> **Brief**
Every record that follows must be returned word for word.

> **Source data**
• • •

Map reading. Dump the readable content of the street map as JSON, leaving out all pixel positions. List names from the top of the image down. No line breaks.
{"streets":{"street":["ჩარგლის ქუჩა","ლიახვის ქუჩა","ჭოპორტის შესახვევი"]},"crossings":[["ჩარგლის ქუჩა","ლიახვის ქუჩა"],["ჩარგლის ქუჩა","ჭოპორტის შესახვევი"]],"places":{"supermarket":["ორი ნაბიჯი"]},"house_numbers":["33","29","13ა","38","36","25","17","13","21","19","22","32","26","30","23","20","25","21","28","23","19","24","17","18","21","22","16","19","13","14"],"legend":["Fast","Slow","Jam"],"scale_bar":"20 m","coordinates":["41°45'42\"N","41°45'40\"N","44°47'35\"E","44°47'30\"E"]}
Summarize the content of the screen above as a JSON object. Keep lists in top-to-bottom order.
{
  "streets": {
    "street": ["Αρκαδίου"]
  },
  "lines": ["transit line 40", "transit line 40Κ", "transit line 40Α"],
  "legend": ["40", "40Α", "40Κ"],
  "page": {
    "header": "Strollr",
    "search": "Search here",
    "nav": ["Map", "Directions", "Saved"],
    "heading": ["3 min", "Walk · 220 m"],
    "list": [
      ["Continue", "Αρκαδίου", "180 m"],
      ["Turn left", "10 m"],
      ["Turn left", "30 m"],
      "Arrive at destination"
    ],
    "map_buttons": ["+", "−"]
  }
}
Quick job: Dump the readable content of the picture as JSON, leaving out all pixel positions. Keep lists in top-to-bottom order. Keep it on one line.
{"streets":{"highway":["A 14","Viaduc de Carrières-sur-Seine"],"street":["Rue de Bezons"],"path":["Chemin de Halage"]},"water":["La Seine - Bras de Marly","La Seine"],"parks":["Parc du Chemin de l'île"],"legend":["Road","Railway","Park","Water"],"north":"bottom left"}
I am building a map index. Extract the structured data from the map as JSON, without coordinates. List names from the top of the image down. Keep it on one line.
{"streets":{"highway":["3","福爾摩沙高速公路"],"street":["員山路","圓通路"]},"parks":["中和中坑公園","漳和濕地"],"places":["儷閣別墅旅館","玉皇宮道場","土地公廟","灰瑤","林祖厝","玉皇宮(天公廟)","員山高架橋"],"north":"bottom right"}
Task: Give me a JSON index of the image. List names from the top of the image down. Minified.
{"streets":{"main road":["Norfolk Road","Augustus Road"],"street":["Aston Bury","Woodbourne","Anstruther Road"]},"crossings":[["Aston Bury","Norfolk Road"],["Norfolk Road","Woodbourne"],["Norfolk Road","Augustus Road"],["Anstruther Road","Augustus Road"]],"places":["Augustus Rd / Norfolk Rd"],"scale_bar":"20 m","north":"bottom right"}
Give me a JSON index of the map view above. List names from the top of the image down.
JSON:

• • •

> **Result**
Map reading. Dump the readable content of the street map as JSON, leaving out all pixel positions. List names from the top of the image down. No line breaks.
{"streets":{"street":["ჩარგლის ქუჩა","ლიახვის ქუჩა","ჭოპორტის შესახვევი"]},"crossings":[["ჩარგლის ქუჩა","ლიახვის ქუჩა"],["ჩარგლის ქუჩა","ჭოპორტის შესახვევი"]],"places":{"supermarket":["ორი ნაბიჯი"]},"house_numbers":["33","29","13ა","38","36","25","17","13","21","19","22","32","26","30","23","20","25","21","28","23","19","24","17","18","21","22","16","19","13","14"],"legend":["Fast","Slow","Jam"],"scale_bar":"20 m","coordinates":["41°45'42\"N","41°45'40\"N","44°47'35\"E","44°47'30\"E"]}
Summarize the content of the screen above as a JSON object. Keep lists in top-to-bottom order.
{
  "streets": {
    "street": ["Αρκαδίου"]
  },
  "lines": ["transit line 40", "transit line 40Κ", "transit line 40Α"],
  "legend": ["40", "40Α", "40Κ"],
  "page": {
    "header": "Strollr",
    "search": "Search here",
    "nav": ["Map", "Directions", "Saved"],
    "heading": ["3 min", "Walk · 220 m"],
    "list": [
      ["Continue", "Αρκαδίου", "180 m"],
      ["Turn left", "10 m"],
      ["Turn left", "30 m"],
      "Arrive at destination"
    ],
    "map_buttons": ["+", "−"]
  }
}
Quick job: Dump the readable content of the picture as JSON, leaving out all pixel positions. Keep lists in top-to-bottom order. Keep it on one line.
{"streets":{"highway":["A 14","Viaduc de Carrières-sur-Seine"],"street":["Rue de Bezons"],"path":["Chemin de Halage"]},"water":["La Seine - Bras de Marly","La Seine"],"parks":["Parc du Chemin de l'île"],"legend":["Road","Railway","Park","Water"],"north":"bottom left"}
I am building a map index. Extract the structured data from the map as JSON, without coordinates. List names from the top of the image down. Keep it on one line.
{"streets":{"highway":["3","福爾摩沙高速公路"],"street":["員山路","圓通路"]},"parks":["中和中坑公園","漳和濕地"],"places":["儷閣別墅旅館","玉皇宮道場","土地公廟","灰瑤","林祖厝","玉皇宮(天公廟)","員山高架橋"],"north":"bottom right"}
Task: Give me a JSON index of the image. List names from the top of the image down. Minified.
{"streets":{"main road":["Norfolk Road","Augustus Road"],"street":["Aston Bury","Woodbourne","Anstruther Road"]},"crossings":[["Aston Bury","Norfolk Road"],["Norfolk Road","Woodbourne"],["Norfolk Road","Augustus Road"],["Anstruther Road","Augustus Road"]],"places":["Augustus Rd / Norfolk Rd"],"scale_bar":"20 m","north":"bottom right"}
Give me a JSON index of the map view above. List names from the top of the image down.
JSON:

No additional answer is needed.